Can you believe it has been one hundred years since the Roaring Twenties? The iconic era has remained timeless in our society due to continuous movies and stories like the Great Gatsby, sequined flapper dresses, and speakeasy-style bars found nationwide.

 

The 1920s will always hold a special place in our hearts. In honor of the new 20s, we’re traveling back in time to recount our favorite trends from this progressive era.

 

Do you think the 2020s will be just as roaring, dazzling, and booming as the 1920s? We’ll find out soon enough!

 

The Art Deco Boom

Modern, geometric styles took over the fashion, interior design, and architecture scene in the mid-1920s. Introduced in a Paris exposition in 1925, the simple and bold designs influenced everything from jewelry to cars. Art Deco was originally viewed as a luxury look using expensive materials, but when the Depression hit the movement started to cater to the middle class. The style continues to live on in examples such as the New York Chrysler Building, Miami’s South Beach district, and the Union Terminal in Cincinnati.

 

The Emergence of Flappers

Most women still have a flapper dress hanging in their closet, right? The Flapper look became one of the most popular symbols of the 20s. Young women of the era were enjoying newfound freedoms within the political, social, and cultural spheres. Such nuances brought about fashion statements including bobbed hair, calf-revealing dresses, colorful makeup, and dancing shoes. Although the former Victorian style would have disapproved; advertisements, film, and fashion brands in the 1920s embraced the new look for years to come.

 

The Rise of Jazz and Speakeasies

 The Prohibition started in 1920, which caused people to seek drinking and dancing in Speakeasies. Since Speakeasies were illegal, managers didn’t abide to laws banning African American musicians from playing in white dance halls. This caused white and black citizens to mingle in secrecy while they danced to jazz and drank coveted liquor.

 

The fast pace of jazz also brought forth new dances like the Charleston, Foxtrot, and Black Bottom.

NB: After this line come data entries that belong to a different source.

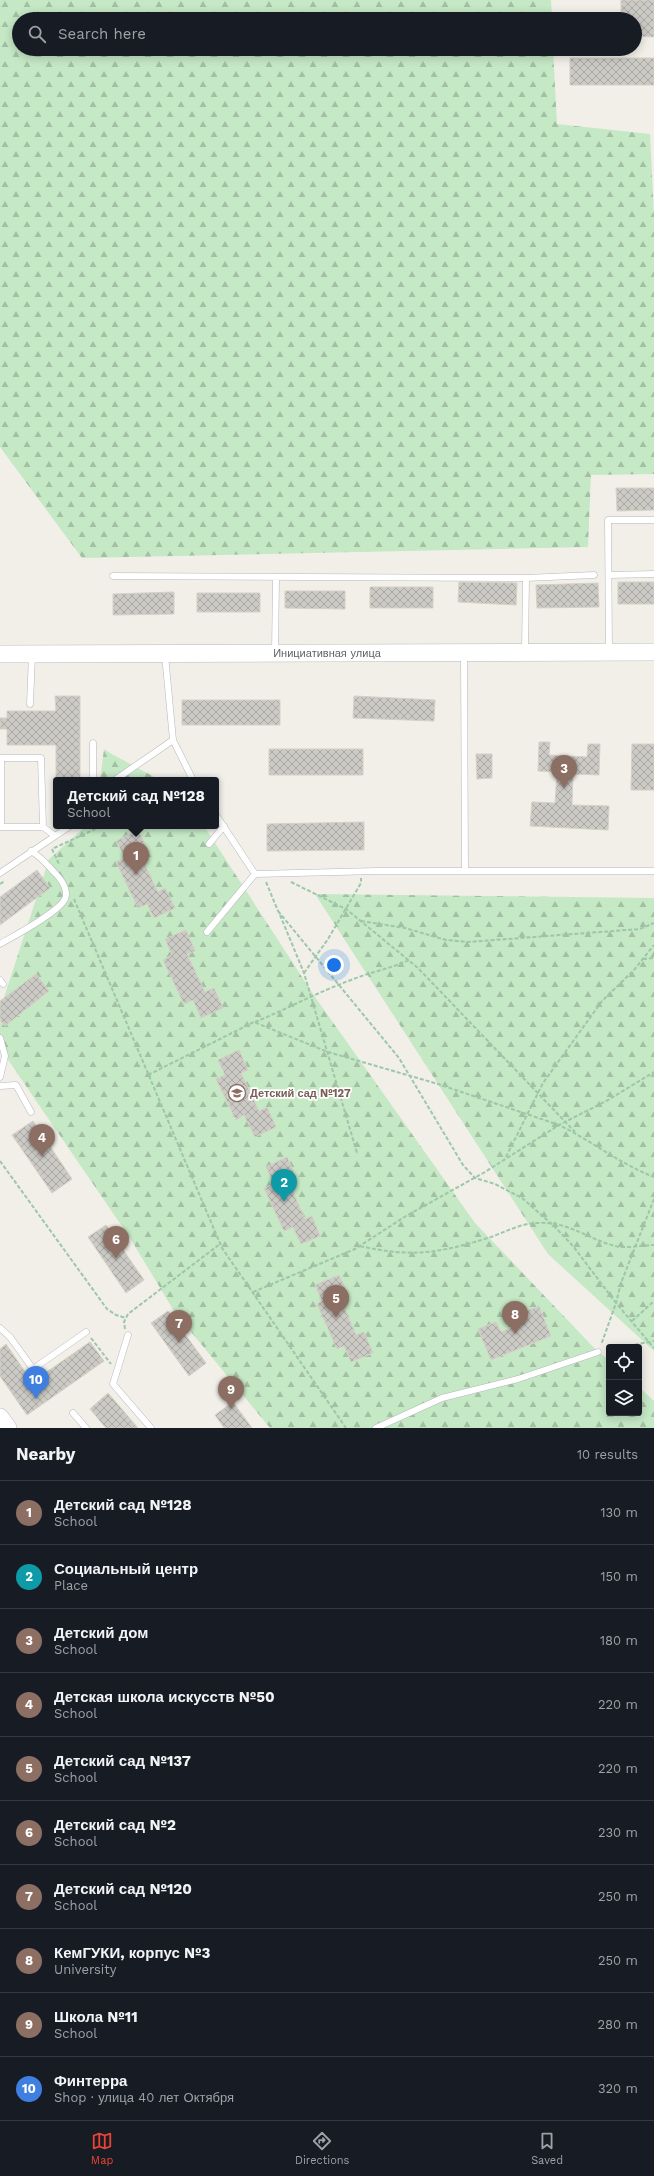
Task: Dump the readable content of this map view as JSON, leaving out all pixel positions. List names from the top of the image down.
{
  "streets": {
    "main road": ["Инициативная улица"]
  },
  "places": {
    "school or university": ["Детский сад №127"]
  },
  "page": {
    "search": "Search here",
    "pins": [
      "3",
      "1",
      "4",
      "2",
      "6",
      "5",
      "8",
      "7",
      "10",
      "9"
    ],
    "popup": ["Детский сад №128", "School"],
    "heading": ["Nearby", "10 results"],
    "list": [
      {
        "mark": "1",
        "name": "Детский сад №128",
        "note": "School",
        "value": "130 m"
      },
      {
        "mark": "2",
        "name": "Социальный центр",
        "note": "Place",
        "value": "150 m"
      },
      {
        "mark": "3",
        "name": "Детский дом",
        "note": "School",
        "value": "180 m"
      },
      {
        "mark": "4",
        "name": "Детская школа искусств №50",
        "note": "School",
        "value": "220 m"
      },
      {
        "mark": "5",
        "name": "Детский сад №137",
        "note": "School",
        "value": "220 m"
      },
      {
        "mark": "6",
        "name": "Детский сад №2",
        "note": "School",
        "value": "230 m"
      },
      {
        "mark": "7",
        "name": "Детский сад №120",
        "note": "School",
        "value": "250 m"
      },
      {
        "mark": "8",
        "name": "КемГУКИ, корпус №3",
        "note": "University",
        "value": "250 m"
      },
      {
        "mark": "9",
        "name": "Школа №11",
        "note": "School",
        "value": "280 m"
      },
      {
        "mark": "10",
        "name": "Финтерра",
        "note": "Shop · улица 40 лет Октября",
        "value": "320 m"
      }
    ],
    "nav": ["Map", "Directions", "Saved"]
  }
}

Even though the genre was considered immoral, the music continued to flourish and inspire composers, musicians, dancers, and listeners alike.

 

Speakeasies were a big reason why jazz became more accessible to the American public. These low-key bars multiplied nationwide in the shape of extravagant ballrooms to small basement joints. Even today, bars love to embrace the “speakeasy” style of dim lighting, sultry jazz, and art deco design. 

 

The Term “Dating”

Perhaps the most enduring trend in the 1920s was dating. As more social freedoms emerged, so did the opportunity for young singles to meet without parental supervision.

 

Starting during the Civil War era, it was common to court somebody without a parent involved, but the term “dating” wasn’t coined until much later as independence in young adults became more widespread. Now dating has become a norm due to technology, mobile apps, and networking events. We have the Roaring Twenties to thank you!

 

 

The Popularity of Dance Marathons

In 1923, dance instructor Alma Cummings became famous overnight for dancing for 27 hours straight. Her record sparked the introduction of prize-winning dance marathons across the country. In less than a month, her record was broken as people flocked to the dance floor to partake in the 20s newest fad. Dance contests continued into the 1930s as a form of cheap entertainment and a money source during the Great Depression.

 

If you’ve ever participated in a dance marathon, worn a flapper dress to a party, gone to a jazz nightclub, or used geometric patterns as a source of design inspiration, you can think back to how the 1920s brought these trends to life. Let’s see what the next decade will bring as we cheers to the old and new 20s.